Dengan beberapa guyonan untuk mencairkan suasana, kami menyambung pembicaraan. Mahasiswa DO jurusan teknik mesin tersebut memulai kehidupan barunya pada tahun 1997 dengan menjadi salah satu pengampu dari kegiatan Vokasional Skill kerajinan kayu di SMA Pomosda (Pondok Modern Sumber Daya At-Taqwa), beberapa produk yang dapat dihasilkan oleh para muridnya yaitu piring, gelas yang berbahan utama kayu. Namun setelah satu bulan menjadi pengampu, beliau mendapat tugas dari pimpinan Pomosda untuk beralih menekuni budidaya ternak dan lebih diutamakan pada budidaya padi. “Sangat di luar dugaan.. awalnya saya menekuni di bagian teknik trus harus beralih ke pertanian. Merupakan suatu yang sangat sulit. Tapi dengan pangestu dari Beliau (pimpinan Pomosda), saya mencoba untuk memulai hal baru tersebut” ucap beliau dengan suara lirih.
Beberapa keganjilan sempat ia rasakan, seperti kurangnya pengetahuan dalam bidang pertanian, namun tidak terhenti begitu saja, ia terus maju dengan mencari ilmu yang dapat diperoleh dari mencari referensi dan berbagi pengalaman dengan para petani. Dan hal tersebut dapat ia buktikan sekarang dengan menjadi narasumber Urban Farming dalam Seminar Peduli Sampah. “Asal dijalankan. Istiqomah dan tuma’ninah pasti bisa” itulah semangatnya dalam menjalani kehidupan barunya di pertanian. Setelah tiga tahun merasa enjoy dengan pertanian, ia terus menekuninya, bahkan bertukar ilmu dan sharing dengan beberapa insiyur. “Mbak Lutfi itu salah satunya. Dia merupakan juara nasional pencetus ani-ani. Materi yang disampaikan mampu mengurangi kerugian dengan cara menggali dari kognitif ke kuantitatif” tambah pak Agus.
Beberapa persiapan untuk menjadi narasumber seperti berkoordinasi dengan panitia, meng- update masalah pertanian beberapa waktu terakhir ini telah ia siapkan sebelumnya. “Kalau untuk kendala pertanian mungkin nanti menggunakan masalah sampah karena sampah itu edukasinya sulit. Padahal sudah ada bank sampah, tapi memang masih tetap kesulitan dalam menangani sampah”. Di persentasinya nanti, ia juga akan bekerjasama dengan komunitas Sahabat Bumi, dan Pak Philip sang pencetus FELITA (Fermentasi Limbah Rumah Tangga). Tak tertinggal akan dimunculkan juga pengetahuan tentang program tanaman sela yang juga merujuk pada Kemandirian Pangan yang merupakan program dari Pomosda.

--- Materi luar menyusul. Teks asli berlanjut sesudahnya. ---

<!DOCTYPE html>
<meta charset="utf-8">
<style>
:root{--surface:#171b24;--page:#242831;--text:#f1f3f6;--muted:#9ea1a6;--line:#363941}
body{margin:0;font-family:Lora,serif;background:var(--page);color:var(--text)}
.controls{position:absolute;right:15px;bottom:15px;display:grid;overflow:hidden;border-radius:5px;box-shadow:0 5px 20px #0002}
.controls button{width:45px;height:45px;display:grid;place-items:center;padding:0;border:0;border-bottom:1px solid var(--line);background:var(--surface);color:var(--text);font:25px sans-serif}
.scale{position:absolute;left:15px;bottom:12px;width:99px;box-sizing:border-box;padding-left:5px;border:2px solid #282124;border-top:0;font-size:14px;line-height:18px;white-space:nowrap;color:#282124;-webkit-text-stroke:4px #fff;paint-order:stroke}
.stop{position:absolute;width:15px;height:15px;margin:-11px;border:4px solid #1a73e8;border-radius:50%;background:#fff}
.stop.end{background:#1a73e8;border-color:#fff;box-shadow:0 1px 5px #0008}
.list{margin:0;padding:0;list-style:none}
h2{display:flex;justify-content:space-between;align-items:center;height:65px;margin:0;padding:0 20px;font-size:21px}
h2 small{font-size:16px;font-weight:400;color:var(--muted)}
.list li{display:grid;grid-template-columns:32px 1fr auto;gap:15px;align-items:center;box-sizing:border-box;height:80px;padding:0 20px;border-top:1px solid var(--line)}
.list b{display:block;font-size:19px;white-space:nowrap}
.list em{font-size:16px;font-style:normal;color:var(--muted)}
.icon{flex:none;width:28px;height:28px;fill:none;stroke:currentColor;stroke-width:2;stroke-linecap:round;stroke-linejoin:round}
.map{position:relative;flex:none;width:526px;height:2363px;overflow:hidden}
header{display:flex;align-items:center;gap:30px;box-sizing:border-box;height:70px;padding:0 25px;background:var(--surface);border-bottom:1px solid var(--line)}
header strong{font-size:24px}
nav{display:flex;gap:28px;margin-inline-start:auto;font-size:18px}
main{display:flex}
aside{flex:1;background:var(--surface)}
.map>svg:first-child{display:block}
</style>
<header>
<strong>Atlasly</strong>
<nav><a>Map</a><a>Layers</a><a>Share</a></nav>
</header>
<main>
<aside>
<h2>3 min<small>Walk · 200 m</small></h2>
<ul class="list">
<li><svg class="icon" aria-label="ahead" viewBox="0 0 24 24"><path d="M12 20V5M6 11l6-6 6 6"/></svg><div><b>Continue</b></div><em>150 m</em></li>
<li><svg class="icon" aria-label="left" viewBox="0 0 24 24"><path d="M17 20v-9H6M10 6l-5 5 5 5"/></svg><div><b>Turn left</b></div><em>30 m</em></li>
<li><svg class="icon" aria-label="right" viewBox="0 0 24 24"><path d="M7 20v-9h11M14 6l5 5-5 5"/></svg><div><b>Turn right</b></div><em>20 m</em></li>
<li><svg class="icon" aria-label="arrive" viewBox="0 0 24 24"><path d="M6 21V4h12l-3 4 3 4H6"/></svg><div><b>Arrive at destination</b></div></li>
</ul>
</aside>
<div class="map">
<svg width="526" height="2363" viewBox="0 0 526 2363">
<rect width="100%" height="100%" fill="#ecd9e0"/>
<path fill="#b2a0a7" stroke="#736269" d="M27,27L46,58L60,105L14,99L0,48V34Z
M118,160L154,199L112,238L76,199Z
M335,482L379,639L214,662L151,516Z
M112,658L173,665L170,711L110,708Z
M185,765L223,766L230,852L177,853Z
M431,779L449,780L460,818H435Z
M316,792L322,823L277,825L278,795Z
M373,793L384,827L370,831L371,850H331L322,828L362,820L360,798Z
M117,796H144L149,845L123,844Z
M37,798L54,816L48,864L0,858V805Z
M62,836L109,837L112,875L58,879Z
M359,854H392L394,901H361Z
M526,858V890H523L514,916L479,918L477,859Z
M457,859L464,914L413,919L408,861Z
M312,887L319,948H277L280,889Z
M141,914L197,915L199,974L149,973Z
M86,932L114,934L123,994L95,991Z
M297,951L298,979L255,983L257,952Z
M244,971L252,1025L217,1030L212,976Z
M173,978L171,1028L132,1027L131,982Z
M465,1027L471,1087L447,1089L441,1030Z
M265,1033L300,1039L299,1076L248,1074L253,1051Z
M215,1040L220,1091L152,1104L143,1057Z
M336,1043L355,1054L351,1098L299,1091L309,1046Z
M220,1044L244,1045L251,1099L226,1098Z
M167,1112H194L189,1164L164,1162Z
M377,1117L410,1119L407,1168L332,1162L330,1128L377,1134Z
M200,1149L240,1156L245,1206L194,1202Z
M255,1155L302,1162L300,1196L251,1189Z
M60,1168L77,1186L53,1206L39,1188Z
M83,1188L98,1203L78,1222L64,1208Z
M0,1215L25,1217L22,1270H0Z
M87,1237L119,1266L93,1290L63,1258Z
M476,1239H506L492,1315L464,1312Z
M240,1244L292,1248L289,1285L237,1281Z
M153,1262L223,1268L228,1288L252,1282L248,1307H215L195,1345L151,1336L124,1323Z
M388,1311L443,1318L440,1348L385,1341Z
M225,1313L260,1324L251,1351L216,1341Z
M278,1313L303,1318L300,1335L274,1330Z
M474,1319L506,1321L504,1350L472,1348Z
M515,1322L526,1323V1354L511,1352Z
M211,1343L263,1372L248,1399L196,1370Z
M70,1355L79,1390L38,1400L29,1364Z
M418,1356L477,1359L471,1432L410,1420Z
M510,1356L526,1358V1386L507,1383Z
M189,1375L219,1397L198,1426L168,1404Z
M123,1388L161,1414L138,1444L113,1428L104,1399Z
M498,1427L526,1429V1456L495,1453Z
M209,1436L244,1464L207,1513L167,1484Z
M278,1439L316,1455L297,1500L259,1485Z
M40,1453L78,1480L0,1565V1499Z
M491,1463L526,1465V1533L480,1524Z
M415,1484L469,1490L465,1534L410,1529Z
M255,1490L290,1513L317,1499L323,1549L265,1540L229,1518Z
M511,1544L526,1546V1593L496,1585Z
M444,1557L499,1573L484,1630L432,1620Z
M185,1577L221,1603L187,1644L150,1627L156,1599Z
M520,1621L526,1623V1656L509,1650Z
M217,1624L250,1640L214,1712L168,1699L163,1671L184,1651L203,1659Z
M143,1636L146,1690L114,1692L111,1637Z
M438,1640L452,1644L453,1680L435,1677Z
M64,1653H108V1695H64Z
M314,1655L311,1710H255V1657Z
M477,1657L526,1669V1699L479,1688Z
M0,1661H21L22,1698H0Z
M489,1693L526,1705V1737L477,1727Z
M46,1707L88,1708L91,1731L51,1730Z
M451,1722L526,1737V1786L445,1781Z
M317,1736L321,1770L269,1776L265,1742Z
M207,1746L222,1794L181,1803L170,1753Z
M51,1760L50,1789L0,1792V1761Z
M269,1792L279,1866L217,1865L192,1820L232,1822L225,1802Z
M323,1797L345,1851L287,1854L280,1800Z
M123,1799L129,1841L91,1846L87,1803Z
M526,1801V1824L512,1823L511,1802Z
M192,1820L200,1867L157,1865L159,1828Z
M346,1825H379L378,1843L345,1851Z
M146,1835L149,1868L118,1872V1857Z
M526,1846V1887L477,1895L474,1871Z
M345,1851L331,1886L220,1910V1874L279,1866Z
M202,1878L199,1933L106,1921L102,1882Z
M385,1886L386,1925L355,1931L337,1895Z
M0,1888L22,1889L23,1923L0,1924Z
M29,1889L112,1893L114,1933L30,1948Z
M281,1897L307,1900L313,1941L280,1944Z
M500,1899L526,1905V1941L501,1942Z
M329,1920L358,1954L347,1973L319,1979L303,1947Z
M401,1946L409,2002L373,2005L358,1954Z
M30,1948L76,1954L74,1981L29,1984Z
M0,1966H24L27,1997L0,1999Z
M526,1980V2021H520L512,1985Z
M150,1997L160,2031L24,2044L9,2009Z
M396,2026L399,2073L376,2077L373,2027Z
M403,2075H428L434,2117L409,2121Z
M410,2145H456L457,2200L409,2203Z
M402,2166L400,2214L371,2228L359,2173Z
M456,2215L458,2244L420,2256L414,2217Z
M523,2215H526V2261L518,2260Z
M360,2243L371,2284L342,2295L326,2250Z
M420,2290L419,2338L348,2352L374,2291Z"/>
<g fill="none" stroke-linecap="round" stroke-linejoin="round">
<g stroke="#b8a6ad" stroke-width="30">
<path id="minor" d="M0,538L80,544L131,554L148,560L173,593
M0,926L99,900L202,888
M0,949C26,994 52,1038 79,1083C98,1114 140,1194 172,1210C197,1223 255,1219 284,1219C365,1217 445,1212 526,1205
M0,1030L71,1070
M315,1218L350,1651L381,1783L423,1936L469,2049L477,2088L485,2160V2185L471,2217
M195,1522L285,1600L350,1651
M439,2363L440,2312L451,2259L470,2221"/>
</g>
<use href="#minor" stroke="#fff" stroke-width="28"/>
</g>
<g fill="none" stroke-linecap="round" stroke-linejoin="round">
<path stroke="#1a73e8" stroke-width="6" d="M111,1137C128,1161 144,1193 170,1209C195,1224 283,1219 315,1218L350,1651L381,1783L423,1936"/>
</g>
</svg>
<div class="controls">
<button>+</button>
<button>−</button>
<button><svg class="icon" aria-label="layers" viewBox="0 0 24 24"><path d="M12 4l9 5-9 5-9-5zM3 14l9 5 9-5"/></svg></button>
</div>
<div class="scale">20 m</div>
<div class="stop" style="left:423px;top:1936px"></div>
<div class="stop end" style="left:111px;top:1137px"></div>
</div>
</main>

“Lalu trik bapak untuk mempengaruhi para peserta seminar bagaimana?” tanya kami memecah keheningan yang sempat muncul. “Yang pasti dengan cara memotivasi bagaimana manfaat dari sampah. Selain itu menggunakan point sehat. Semua orang pastinya ingin sehat” jawabnya melanjut wawancara. Pria asal Jember tersebut berharap dengan adanya seminar ini, masyarakat bisa sadar untuk memilah sampah sesuai dengan jenisnya. Selain itu akan terduplikasi dari adanya edukasi atau pembelajaran tersebut kepada khalayak.
“Terimakasih, Pak sudah berbagi beberapa pengalaman” pungkas kami menutup sesi wawancara kali ini. Waktu sudah menunjukkan jam 08.55 WIB, segera Pak Agus dan kami harus bersiap untuk mengikuti Seminar Peduli Sampah yang diadakan di Perpustakaan Bank Indonesia Surabaya. “Oke.. sampai berjumpa nanti di seminar” jawab Pak Agus diiringi dengan sunggingan di kedua sudut bibir.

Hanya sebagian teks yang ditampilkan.